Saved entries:
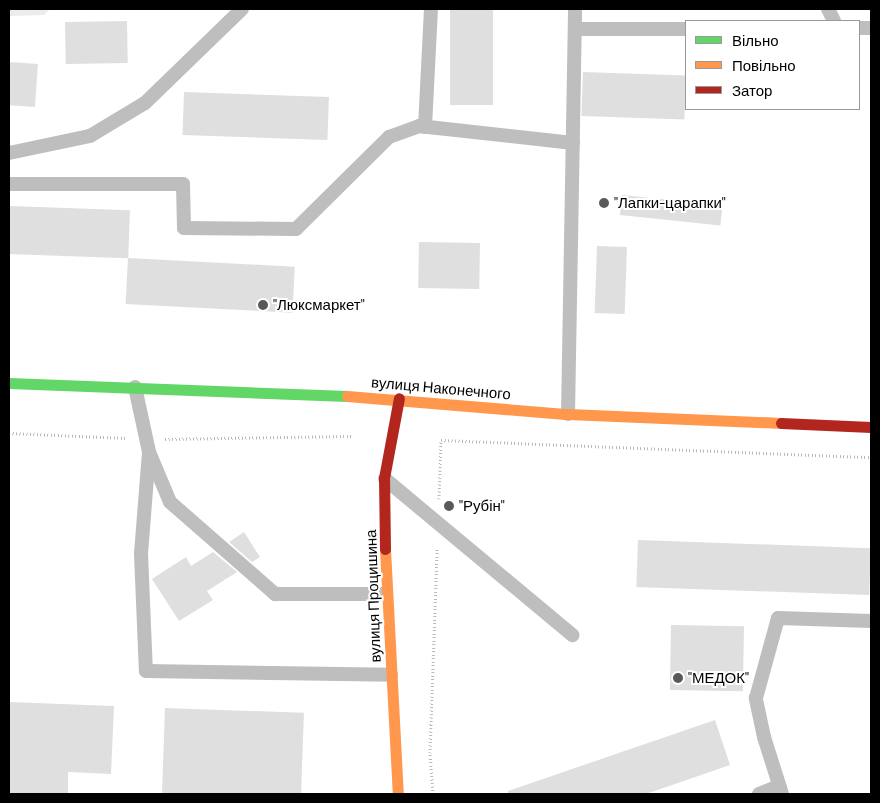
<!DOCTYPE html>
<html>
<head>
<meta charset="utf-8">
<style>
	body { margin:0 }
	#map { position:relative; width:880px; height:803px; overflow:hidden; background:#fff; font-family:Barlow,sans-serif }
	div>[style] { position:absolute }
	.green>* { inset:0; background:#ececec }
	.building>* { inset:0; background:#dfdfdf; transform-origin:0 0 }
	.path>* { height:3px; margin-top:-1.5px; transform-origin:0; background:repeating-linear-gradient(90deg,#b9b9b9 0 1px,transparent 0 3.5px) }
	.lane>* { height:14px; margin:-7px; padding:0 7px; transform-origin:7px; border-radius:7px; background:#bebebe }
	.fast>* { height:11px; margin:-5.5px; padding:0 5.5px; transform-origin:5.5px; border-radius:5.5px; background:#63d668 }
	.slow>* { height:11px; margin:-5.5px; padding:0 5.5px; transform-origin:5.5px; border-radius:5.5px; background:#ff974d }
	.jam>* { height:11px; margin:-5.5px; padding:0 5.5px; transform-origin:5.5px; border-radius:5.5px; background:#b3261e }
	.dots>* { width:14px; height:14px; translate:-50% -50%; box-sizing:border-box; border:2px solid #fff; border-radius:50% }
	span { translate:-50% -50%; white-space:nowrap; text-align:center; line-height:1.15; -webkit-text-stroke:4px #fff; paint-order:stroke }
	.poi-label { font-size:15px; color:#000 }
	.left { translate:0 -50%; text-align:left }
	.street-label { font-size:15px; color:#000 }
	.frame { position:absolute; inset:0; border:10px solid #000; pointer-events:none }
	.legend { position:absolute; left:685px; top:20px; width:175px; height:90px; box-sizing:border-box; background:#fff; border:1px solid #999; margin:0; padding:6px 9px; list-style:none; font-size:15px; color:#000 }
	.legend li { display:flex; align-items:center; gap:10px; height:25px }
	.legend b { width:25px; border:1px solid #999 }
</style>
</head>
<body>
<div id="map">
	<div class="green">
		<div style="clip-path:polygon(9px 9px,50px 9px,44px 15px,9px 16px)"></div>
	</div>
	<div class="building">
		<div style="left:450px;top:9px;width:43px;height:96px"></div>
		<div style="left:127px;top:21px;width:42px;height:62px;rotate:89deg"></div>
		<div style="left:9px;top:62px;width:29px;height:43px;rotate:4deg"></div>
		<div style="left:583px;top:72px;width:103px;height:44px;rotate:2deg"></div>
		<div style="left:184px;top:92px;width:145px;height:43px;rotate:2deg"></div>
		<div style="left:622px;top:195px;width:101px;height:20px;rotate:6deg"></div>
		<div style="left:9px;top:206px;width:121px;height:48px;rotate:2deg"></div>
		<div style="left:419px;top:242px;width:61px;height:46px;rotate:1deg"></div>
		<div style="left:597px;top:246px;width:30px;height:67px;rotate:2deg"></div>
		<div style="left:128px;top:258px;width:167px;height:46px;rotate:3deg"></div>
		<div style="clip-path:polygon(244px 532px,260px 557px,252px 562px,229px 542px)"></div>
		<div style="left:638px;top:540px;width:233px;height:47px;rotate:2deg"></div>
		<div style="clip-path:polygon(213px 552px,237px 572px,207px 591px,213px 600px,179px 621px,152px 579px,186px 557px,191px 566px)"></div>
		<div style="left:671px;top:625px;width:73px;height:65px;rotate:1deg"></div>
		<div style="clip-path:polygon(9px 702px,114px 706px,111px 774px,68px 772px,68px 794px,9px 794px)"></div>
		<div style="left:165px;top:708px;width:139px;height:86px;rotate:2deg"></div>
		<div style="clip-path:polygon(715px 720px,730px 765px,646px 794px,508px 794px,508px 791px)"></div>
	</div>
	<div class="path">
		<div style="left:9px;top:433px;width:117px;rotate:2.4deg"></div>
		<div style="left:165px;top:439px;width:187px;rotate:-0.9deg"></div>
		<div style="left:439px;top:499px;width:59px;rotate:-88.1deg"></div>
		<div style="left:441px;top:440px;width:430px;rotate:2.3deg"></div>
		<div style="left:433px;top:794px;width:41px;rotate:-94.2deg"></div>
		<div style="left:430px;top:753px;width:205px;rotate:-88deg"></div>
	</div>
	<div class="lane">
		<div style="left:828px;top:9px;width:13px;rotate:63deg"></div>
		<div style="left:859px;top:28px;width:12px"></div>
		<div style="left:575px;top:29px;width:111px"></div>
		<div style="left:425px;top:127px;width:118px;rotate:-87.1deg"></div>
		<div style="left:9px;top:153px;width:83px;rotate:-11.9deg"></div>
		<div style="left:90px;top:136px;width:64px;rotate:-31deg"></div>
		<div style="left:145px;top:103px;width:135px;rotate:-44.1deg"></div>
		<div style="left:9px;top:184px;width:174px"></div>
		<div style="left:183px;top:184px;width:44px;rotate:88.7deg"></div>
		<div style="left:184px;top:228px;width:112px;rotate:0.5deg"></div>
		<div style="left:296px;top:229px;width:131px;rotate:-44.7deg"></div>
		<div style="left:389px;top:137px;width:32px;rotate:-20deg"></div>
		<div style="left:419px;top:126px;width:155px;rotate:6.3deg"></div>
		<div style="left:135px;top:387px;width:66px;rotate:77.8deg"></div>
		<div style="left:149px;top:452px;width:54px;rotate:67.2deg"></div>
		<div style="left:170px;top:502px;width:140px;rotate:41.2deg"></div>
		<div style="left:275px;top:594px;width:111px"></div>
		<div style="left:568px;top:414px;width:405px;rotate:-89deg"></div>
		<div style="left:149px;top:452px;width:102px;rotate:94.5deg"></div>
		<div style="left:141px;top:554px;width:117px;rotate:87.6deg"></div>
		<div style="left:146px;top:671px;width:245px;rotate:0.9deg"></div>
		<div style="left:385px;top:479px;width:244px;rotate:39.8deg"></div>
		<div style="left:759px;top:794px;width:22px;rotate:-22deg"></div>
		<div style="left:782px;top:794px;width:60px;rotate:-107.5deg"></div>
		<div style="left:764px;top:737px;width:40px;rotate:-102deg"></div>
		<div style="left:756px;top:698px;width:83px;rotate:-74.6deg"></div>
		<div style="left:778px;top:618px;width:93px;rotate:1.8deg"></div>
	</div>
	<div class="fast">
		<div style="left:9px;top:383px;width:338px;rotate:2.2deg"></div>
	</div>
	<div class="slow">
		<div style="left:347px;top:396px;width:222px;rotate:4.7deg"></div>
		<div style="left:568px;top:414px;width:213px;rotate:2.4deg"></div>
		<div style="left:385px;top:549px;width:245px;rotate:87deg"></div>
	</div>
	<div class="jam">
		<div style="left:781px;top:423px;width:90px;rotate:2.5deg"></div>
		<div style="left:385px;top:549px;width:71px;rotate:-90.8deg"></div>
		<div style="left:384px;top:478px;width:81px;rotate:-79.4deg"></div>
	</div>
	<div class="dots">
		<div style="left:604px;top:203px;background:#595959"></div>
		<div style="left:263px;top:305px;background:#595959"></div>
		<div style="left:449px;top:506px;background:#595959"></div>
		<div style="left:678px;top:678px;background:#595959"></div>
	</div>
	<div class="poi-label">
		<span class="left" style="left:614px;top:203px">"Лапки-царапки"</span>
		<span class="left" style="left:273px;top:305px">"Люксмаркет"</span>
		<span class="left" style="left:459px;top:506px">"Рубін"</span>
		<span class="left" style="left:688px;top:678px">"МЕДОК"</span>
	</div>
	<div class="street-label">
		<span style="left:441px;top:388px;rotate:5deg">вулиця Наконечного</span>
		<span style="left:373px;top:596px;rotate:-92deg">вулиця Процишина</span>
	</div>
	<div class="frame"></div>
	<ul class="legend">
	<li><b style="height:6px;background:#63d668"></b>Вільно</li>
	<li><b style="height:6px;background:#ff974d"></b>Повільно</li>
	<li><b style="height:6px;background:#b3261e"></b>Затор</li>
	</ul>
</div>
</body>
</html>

Assignment: Scan the records above for the string "center", then copy each line where it turns up.

Answer to this task:
	span { translate:-50% -50%; white-space:nowrap; text-align:center; line-height:1.15; -webkit-text-stroke:4px #fff; paint-order:stroke }
	.legend li { display:flex; align-items:center; gap:10px; height:25px }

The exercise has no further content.